Oggi i tempi sono cambiati, in peggio. Se si alza lo sguardo, il più delle volte non si vede il sole, ma scie chimiche che attraversano il cielo in tutte le direzioni, deturpandolo con un velame grigiastro che si trasforma in nubi dalle forme e dai colori strani. Non sono un metereologo, ma non credo sia necessario possedere una preparazione specifica per dedurre, sulla base dell'osservazione quotidiana, che qualcosa di non buono e di non naturale sta accadendo sopra le nostre teste.
Basta fermarsi a riflettere un attimo per chiedersi: ma che cosa ci fanno tutti quegli aerei nell'aria? Pochi giorni fa, in una sola mattina, ne ho contati una trentina che rilasciavano scie da un orrizzonte all'altro. Ed è evidente che sono tali scie, dilatantesi in una cortina biancastra, ad offuscare il cielo. Fonti documentate sostengono che gli aerei da cui fuoriescono non sono di linea, né dell'Aeronautica Militare italiana. Ma allora a chi appartengono? Chi li fa volare e con quali scopi? E ancora - interrogativo inquietante -, le scie chimiche che cosa sono, che cosa contengono?
In Internet circola una massa enorme di informazioni su questo tema, tutte - vere o false che siano - allarmanti. In un'intervista di alcuni mesi fa al generale in pensione Fabio Mini, questi, dopo aver ammesso che da molti anni la Nato sta portando avanti una ricerca sulla modificazione del clima, chiede retoricamente al giornalista: "Ma lei non penserà che l'uomo sia buono?".

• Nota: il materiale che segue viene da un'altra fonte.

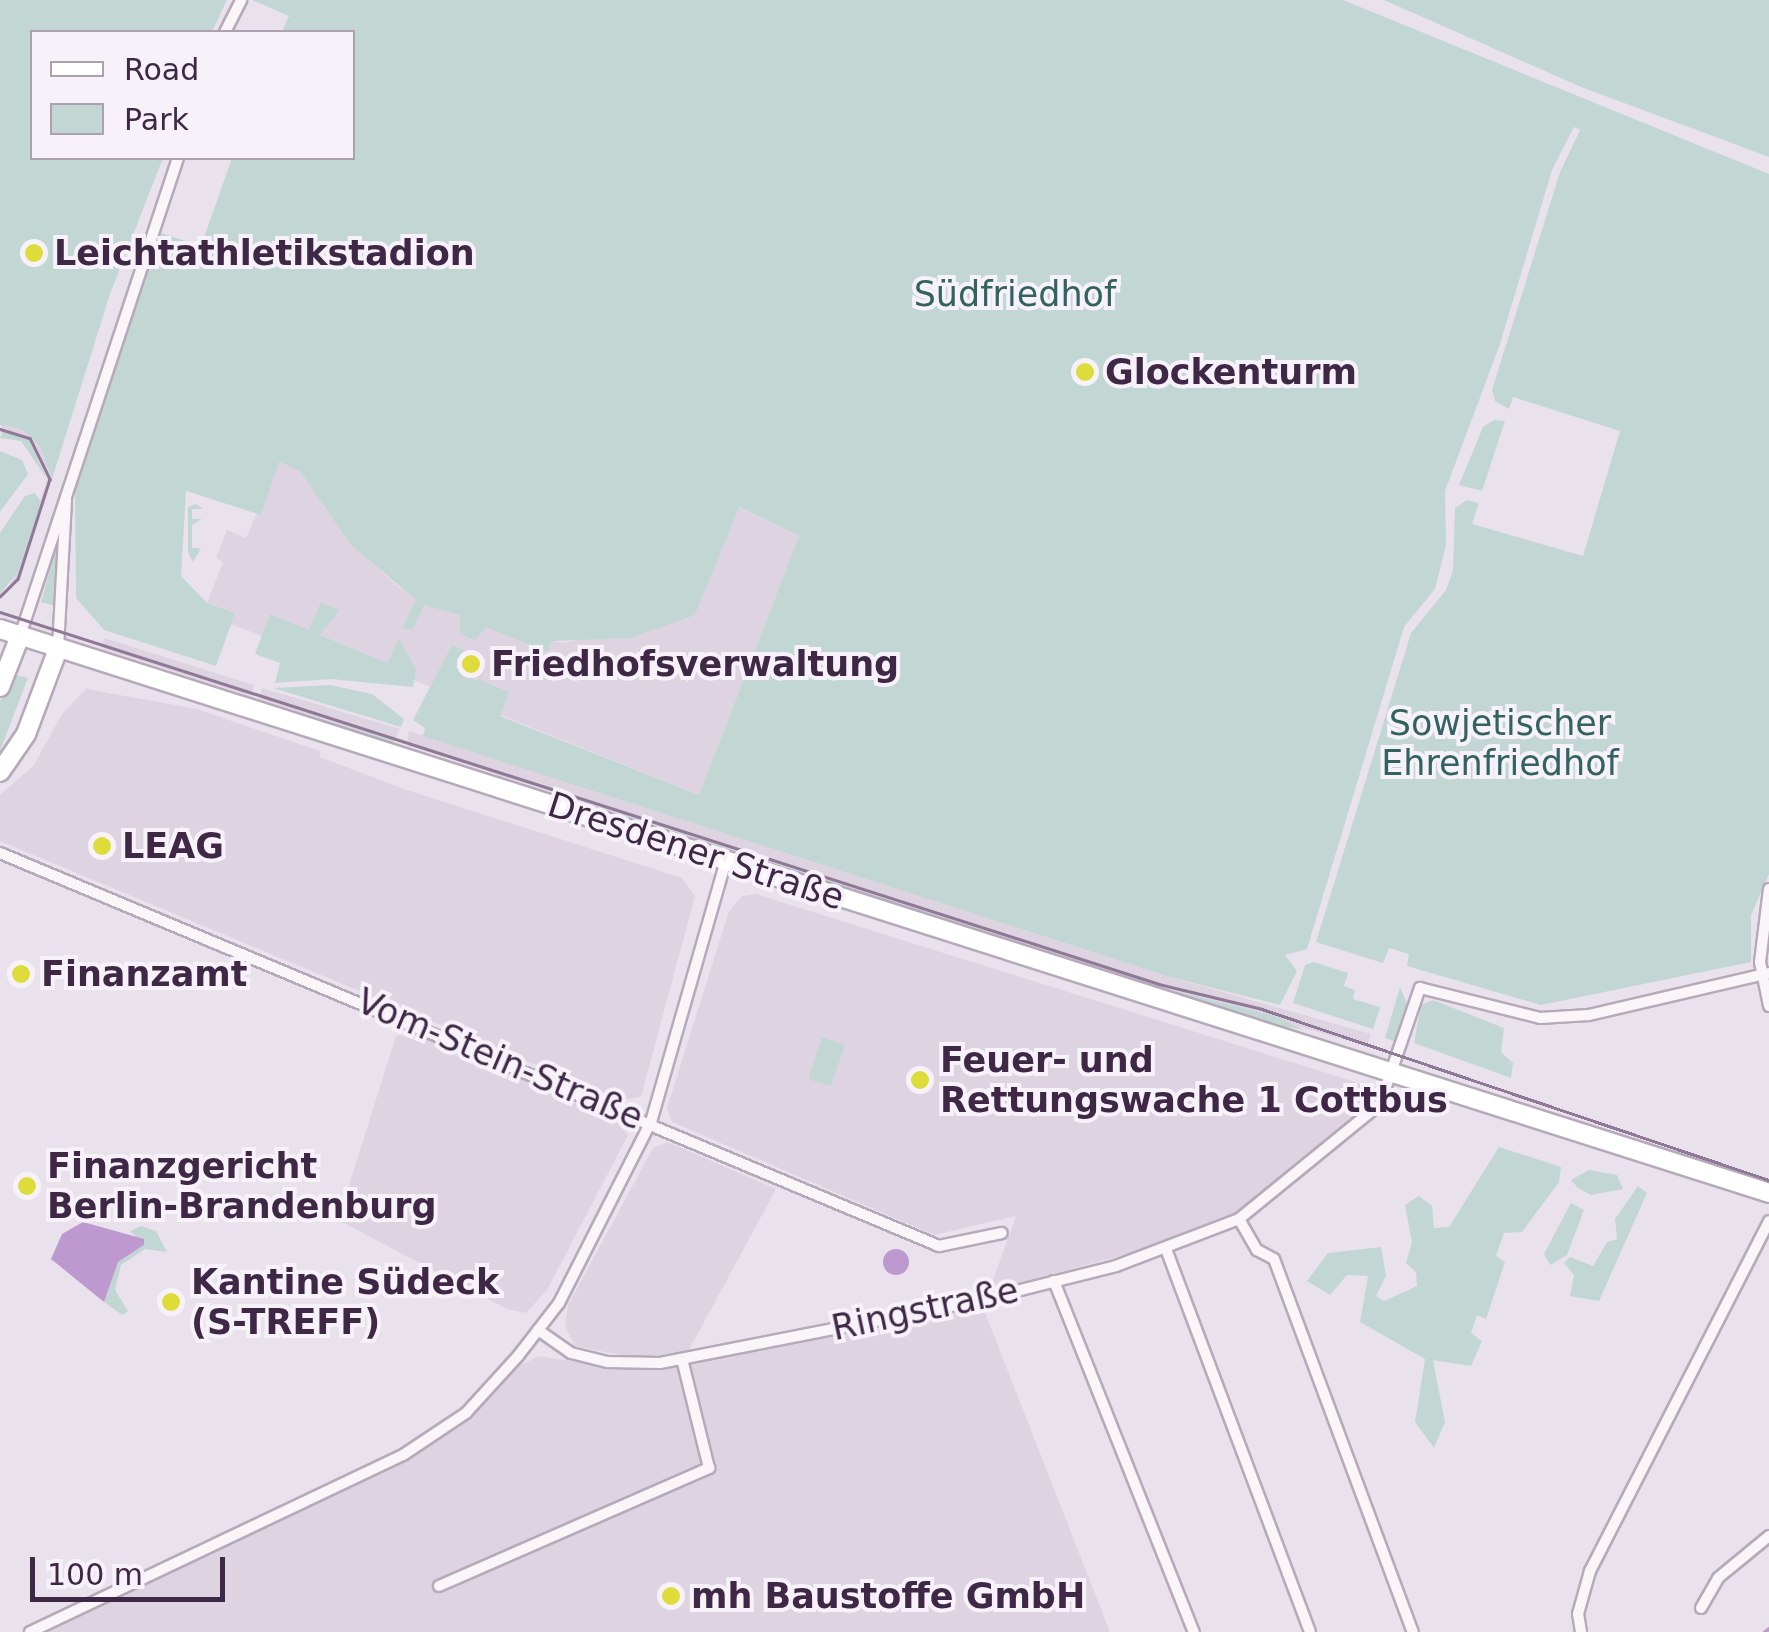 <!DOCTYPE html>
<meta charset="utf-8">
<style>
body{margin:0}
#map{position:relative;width:1769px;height:1632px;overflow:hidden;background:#e9e2ec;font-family:"DejaVu Sans",sans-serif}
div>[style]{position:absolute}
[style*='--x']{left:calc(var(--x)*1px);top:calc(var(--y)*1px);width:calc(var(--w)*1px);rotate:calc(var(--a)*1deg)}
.built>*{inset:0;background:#ded4e1}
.green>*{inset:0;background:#c2d7d4}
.water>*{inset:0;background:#bd99d0}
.round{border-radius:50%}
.stream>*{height:4px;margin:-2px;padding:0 2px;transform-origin:2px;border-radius:2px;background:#bd99d0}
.roads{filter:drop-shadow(2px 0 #b6aaba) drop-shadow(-2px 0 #b6aaba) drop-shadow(0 2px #b6aaba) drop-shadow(0 -2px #b6aaba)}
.minor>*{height:10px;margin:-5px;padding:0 5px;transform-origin:5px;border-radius:5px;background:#f9f5f9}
.primary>*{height:18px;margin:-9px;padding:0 9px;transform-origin:9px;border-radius:9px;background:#fff}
.tram>*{height:2.5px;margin:-1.25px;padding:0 1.25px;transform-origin:1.25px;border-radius:1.25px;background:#907997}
.dots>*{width:28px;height:28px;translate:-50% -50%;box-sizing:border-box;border:5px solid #f7f2f9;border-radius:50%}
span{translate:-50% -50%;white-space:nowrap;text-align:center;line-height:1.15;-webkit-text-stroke:8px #f7f2f9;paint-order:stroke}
.poi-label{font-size:35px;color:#3f2846;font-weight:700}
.left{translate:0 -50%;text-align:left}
.park-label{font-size:35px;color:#336361}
.street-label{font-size:35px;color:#3f2846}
.legend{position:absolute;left:30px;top:30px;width:325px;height:130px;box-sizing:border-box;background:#f7f2f9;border:2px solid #ada1b1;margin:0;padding:12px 18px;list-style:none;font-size:30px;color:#3f2846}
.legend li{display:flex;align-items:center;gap:20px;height:50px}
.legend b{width:50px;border:2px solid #ada1b1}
.scale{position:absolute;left:30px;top:1557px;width:195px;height:45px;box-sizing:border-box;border:5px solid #3f2846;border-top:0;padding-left:12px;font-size:30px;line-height:35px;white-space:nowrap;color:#3f2846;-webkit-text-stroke:8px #f7f2f9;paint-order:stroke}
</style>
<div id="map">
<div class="built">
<i style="clip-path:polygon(2px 425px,21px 429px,40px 446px,52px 479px,20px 579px,0 599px,18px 572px,47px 479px,37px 449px,0 430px)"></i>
<i style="clip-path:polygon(279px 462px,300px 471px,350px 543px,400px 588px,495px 627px,563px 643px,695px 615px,738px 507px,799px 536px,699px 795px,292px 631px,287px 646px,231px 624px,235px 613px,207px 603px,223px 562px,216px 558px,227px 530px,246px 538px)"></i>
<i style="clip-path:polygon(104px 638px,254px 685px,251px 696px,101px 648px)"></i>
<i style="clip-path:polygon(262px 688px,400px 729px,394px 741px,259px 699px)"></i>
<i style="clip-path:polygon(86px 689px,197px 709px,320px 751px,320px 757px,407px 790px,682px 878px,695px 896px,641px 1097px,620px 1100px,0 841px,0 795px,34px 765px,62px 714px)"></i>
<i style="clip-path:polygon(409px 731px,1170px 977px,1371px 1034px,1367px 1046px,1166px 989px,407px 745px)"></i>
<i style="clip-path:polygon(756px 894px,1368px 1086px,1370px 1105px,1237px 1212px,1164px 1244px,989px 1291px,1016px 1216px,934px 1235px,672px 1122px,667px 1108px,729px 911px,742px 896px)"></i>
<i style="clip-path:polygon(412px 1032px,616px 1119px,628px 1135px,547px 1290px,526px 1313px,507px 1309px,338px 1220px,396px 1036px)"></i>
<i style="clip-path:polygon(668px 1142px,776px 1189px,688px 1352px,635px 1358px,575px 1346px,565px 1327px,568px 1305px,653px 1148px)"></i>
<i style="clip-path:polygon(982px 1305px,1110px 1632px,38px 1632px,405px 1460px,472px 1417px,519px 1366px,539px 1356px,616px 1368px,674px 1365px)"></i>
</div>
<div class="green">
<i style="clip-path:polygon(0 0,227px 0,212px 32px,32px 32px,32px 158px,163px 158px,110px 294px,52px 479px,40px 446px,21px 429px,0 425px)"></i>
<i style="clip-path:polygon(252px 0,1343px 0,1769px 174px,1769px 874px,1751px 915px,1751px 962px,1541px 1005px,1407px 966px,1409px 954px,1389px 948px,1383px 963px,1316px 942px,1411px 633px,1446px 590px,1453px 571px,1455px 508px,1467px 500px,1479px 503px,1472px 524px,1583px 556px,1620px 431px,1513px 397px,1509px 409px,1495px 401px,1492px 390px,1560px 172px,1580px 130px,1574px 127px,1552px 170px,1500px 344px,1445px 491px,1446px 546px,1435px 589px,1404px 627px,1307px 949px,1285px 955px,1297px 971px,1280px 1005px,1170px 977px,423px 736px,425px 728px,413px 720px,452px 645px,465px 651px,456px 667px,467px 677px,478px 681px,488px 661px,480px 680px,509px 692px,500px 716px,699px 795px,799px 536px,739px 507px,695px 615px,630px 638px,552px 641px,547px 652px,486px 627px,475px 640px,460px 634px,460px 615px,424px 605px,413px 629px,402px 629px,416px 600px,350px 544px,300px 471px,279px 462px,261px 515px,186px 491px,181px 576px,207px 603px,235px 613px,216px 666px,104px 630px,76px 598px,75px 486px,161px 233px,201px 246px,232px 158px,352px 158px,352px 32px,282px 32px,289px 16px)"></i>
<i style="clip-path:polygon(1384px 0,1769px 0,1769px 157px,1581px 87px)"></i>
<i style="clip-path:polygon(1494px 420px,1505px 421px,1482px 491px,1459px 485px,1483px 427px)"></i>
<i style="clip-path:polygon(3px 430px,29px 440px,47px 479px,21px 441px,0 438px)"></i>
<i style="clip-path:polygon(0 451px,22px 460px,28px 474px,0 512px)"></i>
<i style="clip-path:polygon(35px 493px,41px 502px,18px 572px,0 594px,0 533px,25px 496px)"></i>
<i style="clip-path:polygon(196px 504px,203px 509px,192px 509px,192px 519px,202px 519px,192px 525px,192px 548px,201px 548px,193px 562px,188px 552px,188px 507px)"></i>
<i style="clip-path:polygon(59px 537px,56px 602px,55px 606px,41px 602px)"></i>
<i style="clip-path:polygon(321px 602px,339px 610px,320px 635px,387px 663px,399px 638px,416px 669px,413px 687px,331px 679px,275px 683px,280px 663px,255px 654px,270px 614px,309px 630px)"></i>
<i style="clip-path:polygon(16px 675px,28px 678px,0 751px,0 701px)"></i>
<i style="clip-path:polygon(330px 685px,372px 694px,404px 719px,401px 727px,273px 688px)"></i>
<i style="clip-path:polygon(280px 706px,394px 741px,389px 744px)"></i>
<i style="clip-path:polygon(407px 745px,1166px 989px,1275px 1016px,1304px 1030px,1259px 1022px)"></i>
<i style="clip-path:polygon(1314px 962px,1348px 973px,1344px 986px,1355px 990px,1353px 999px,1380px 1007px,1373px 1029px,1293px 1003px,1305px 965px)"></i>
<i style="clip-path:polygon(1400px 987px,1408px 1006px,1397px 1042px,1385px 1038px)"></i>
<i style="clip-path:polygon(1433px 1000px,1504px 1028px,1501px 1052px,1513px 1063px,1511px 1078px,1414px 1043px,1421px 1005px)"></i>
<i style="clip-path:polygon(822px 1037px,845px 1045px,831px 1086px,808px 1079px)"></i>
<i style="clip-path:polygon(1499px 1147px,1561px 1167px,1559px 1182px,1522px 1232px,1504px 1233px,1496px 1256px,1505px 1262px,1486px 1319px,1477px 1315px,1471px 1333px,1482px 1341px,1471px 1366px,1433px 1360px,1445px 1422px,1434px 1448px,1415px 1422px,1425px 1359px,1360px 1322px,1368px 1276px,1347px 1275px,1330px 1295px,1307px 1281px,1328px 1253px,1381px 1247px,1386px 1276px,1376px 1296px,1384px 1301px,1417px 1286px,1416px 1272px,1406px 1263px,1412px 1242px,1405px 1205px,1419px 1196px,1432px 1206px,1434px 1228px,1449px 1227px)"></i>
<i style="clip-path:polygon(1589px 1170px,1617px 1175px,1623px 1189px,1591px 1195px,1578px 1188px,1571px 1180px)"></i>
<i style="clip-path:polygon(1638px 1186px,1647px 1193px,1599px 1301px,1570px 1296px,1574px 1275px,1564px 1263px,1570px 1257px,1593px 1266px,1607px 1242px,1617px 1239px,1615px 1219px)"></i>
<i style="clip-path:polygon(1571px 1203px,1584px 1210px,1567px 1255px,1550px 1265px,1544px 1254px)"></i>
<i style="clip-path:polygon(141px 1226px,156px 1231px,167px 1252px,145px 1249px,121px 1265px,115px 1290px,128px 1311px,122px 1315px,104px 1302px,118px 1262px,144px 1245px,130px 1231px)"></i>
</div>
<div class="water">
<i style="clip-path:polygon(83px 1222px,144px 1239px,144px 1245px,118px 1262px,104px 1302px,51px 1259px,62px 1234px)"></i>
<i class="round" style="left:883px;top:1249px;width:26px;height:26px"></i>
</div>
<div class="stream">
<i style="--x:1765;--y:1632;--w:5;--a:-37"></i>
</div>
<div class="roads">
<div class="minor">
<i style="--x:225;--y:32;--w:36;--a:-63"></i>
<i style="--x:20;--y:636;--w:503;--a:-71.71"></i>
<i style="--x:58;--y:648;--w:148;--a:-86.9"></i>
<i style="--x:0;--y:853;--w:1018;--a:22.71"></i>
<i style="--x:939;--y:1246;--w:64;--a:-11.7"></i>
<i style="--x:1769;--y:889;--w:74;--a:97"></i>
<i style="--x:1760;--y:962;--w:45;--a:78.4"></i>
<i style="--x:1239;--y:1219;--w:36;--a:60"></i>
<i style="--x:1257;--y:1250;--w:19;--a:28"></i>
<i style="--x:1274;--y:1259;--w:398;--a:69.6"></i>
<i style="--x:1166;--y:1249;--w:409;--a:69.4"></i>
<i style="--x:1054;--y:1281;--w:378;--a:68.3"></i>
<i style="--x:538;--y:1330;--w:40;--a:34.9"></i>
<i style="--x:571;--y:1353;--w:38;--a:14"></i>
<i style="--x:608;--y:1362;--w:52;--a:1.1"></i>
<i style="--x:660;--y:1363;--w:331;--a:-11.1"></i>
<i style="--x:985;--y:1299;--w:135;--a:-14.1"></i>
<i style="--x:1116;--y:1266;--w:132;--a:-20.9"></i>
<i style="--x:1239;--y:1219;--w:182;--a:-39.2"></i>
<i style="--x:1380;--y:1104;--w:123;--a:-71"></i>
<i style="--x:1420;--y:988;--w:124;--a:14"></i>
<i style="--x:1540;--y:1018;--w:49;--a:-3.5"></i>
<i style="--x:1589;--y:1015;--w:185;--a:-13.1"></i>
<i style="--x:439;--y:1586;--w:295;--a:-23.6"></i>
<i style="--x:709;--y:1468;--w:112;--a:-103.9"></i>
<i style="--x:1701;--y:1608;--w:34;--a:-60"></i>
<i style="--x:1718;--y:1578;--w:66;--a:-39.5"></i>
<i style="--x:30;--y:1632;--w:413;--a:-25.4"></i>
<i style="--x:403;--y:1455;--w:76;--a:-33.7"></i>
<i style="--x:466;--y:1413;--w:77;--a:-47.6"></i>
<i style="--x:518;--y:1356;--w:67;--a:-52.3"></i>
<i style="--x:559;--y:1303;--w:203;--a:-63.1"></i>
<i style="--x:651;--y:1122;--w:268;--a:-74"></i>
<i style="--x:1581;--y:1632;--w:18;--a:-99"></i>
<i style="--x:1578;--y:1614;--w:45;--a:-74.4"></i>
<i style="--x:1590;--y:1571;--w:393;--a:-62.9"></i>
</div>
<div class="primary">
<i style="--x:0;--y:629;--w:1857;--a:17.68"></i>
<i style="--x:0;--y:687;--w:55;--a:-68.6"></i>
<i style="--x:0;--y:772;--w:46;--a:-55.6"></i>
<i style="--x:26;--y:734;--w:91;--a:-69.4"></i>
</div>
</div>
<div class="tram">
<i style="--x:0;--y:429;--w:31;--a:17"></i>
<i style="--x:30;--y:438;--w:46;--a:64"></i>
<i style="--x:50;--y:479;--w:105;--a:107.7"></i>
<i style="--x:18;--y:579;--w:25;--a:135"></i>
<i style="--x:0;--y:612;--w:1217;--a:17.79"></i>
<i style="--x:1159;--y:984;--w:106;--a:13.6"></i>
<i style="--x:1262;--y:1009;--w:535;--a:18.64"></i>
</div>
<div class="dots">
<i style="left:34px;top:253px;background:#dedc3a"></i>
<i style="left:1085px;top:372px;background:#dedc3a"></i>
<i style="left:471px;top:664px;background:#dedc3a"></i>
<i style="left:102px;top:846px;background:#dedc3a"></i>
<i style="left:21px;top:974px;background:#dedc3a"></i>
<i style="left:920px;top:1080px;background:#dedc3a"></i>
<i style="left:27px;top:1186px;background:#dedc3a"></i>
<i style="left:171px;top:1302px;background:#dedc3a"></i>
<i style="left:671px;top:1596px;background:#dedc3a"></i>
</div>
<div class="poi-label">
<span class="left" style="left:54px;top:253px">Leichtathletikstadion</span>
<span class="left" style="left:1105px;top:372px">Glockenturm</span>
<span class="left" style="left:491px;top:664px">Friedhofsverwaltung</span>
<span class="left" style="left:122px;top:846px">LEAG</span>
<span class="left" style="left:41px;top:974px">Finanzamt</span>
<span class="left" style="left:940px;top:1080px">Feuer- und<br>Rettungswache 1 Cottbus</span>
<span class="left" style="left:47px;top:1186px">Finanzgericht<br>Berlin-Brandenburg</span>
<span class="left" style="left:191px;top:1302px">Kantine Südeck<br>(S-TREFF)</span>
<span class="left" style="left:691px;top:1596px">mh Baustoffe GmbH</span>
</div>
<div class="park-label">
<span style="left:1015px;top:294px">Südfriedhof</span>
<span style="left:1500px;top:743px">Sowjetischer<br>Ehrenfriedhof</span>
</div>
<div class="street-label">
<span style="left:696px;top:851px;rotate:18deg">Dresdener Straße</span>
<span style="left:500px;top:1059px;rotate:23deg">Vom-Stein-Straße</span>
<span style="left:925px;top:1309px;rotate:-12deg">Ringstraße</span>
</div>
<ul class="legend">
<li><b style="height:12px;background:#fff"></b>Road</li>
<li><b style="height:28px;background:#c2d7d4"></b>Park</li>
</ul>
<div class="scale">100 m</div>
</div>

Abbiamo sempre saputo che l'uomo del Kali-yuga non è particolarmente buono, né tantomeno giusto, ma a questo punto c'è da chiedersi se gli sia rimasto almeno un briciolo di intelligenza, nel suo significato etimologico di inter leger o di intus legere, ossia di saper cogliere i nessi esistenti fra i vari momenti dell'esperienza, oppure di saper penetrare nel significato essenziale delle cose. Tutta questa smania di costruire armi sempre più terribili e incontrollabili, di divorare a velocità folle il poco verde rimasto, di appiattire le diversità tra i popoli entro modelli di astratta e ipocrita "democrazia", di controllare il clima e ogni filo d'erba, ogni voce, ogni pensiero, di ridurre la natura a oggetto di consumo rivela un'enorme stupidità, poiché non potrà che portare a conseguenze viepiù disastrose. Non si tratta di catastrofismo fantascientifico, bensì di uso impersonale della ragione. Dal seme di grano viene il grano; dalla cecità e dall'avidità egoistiche, sradicate da ogni anamnesi metafisica - ma anche, più semplicemente, da ogni ragionevolezza -, viene la sciagura.
Nel Bhagavata Purana si legge: "Quando regnano l'inganno, la menzogna, l'inerzia, il sonno, la malvagità, la costernazione, la pena, il turbamento, la tristezza: questa si chiama Età Kali, esclusivamente tenebrosa. Durante questo periodo gli uomini hanno l'intelligenza limitata".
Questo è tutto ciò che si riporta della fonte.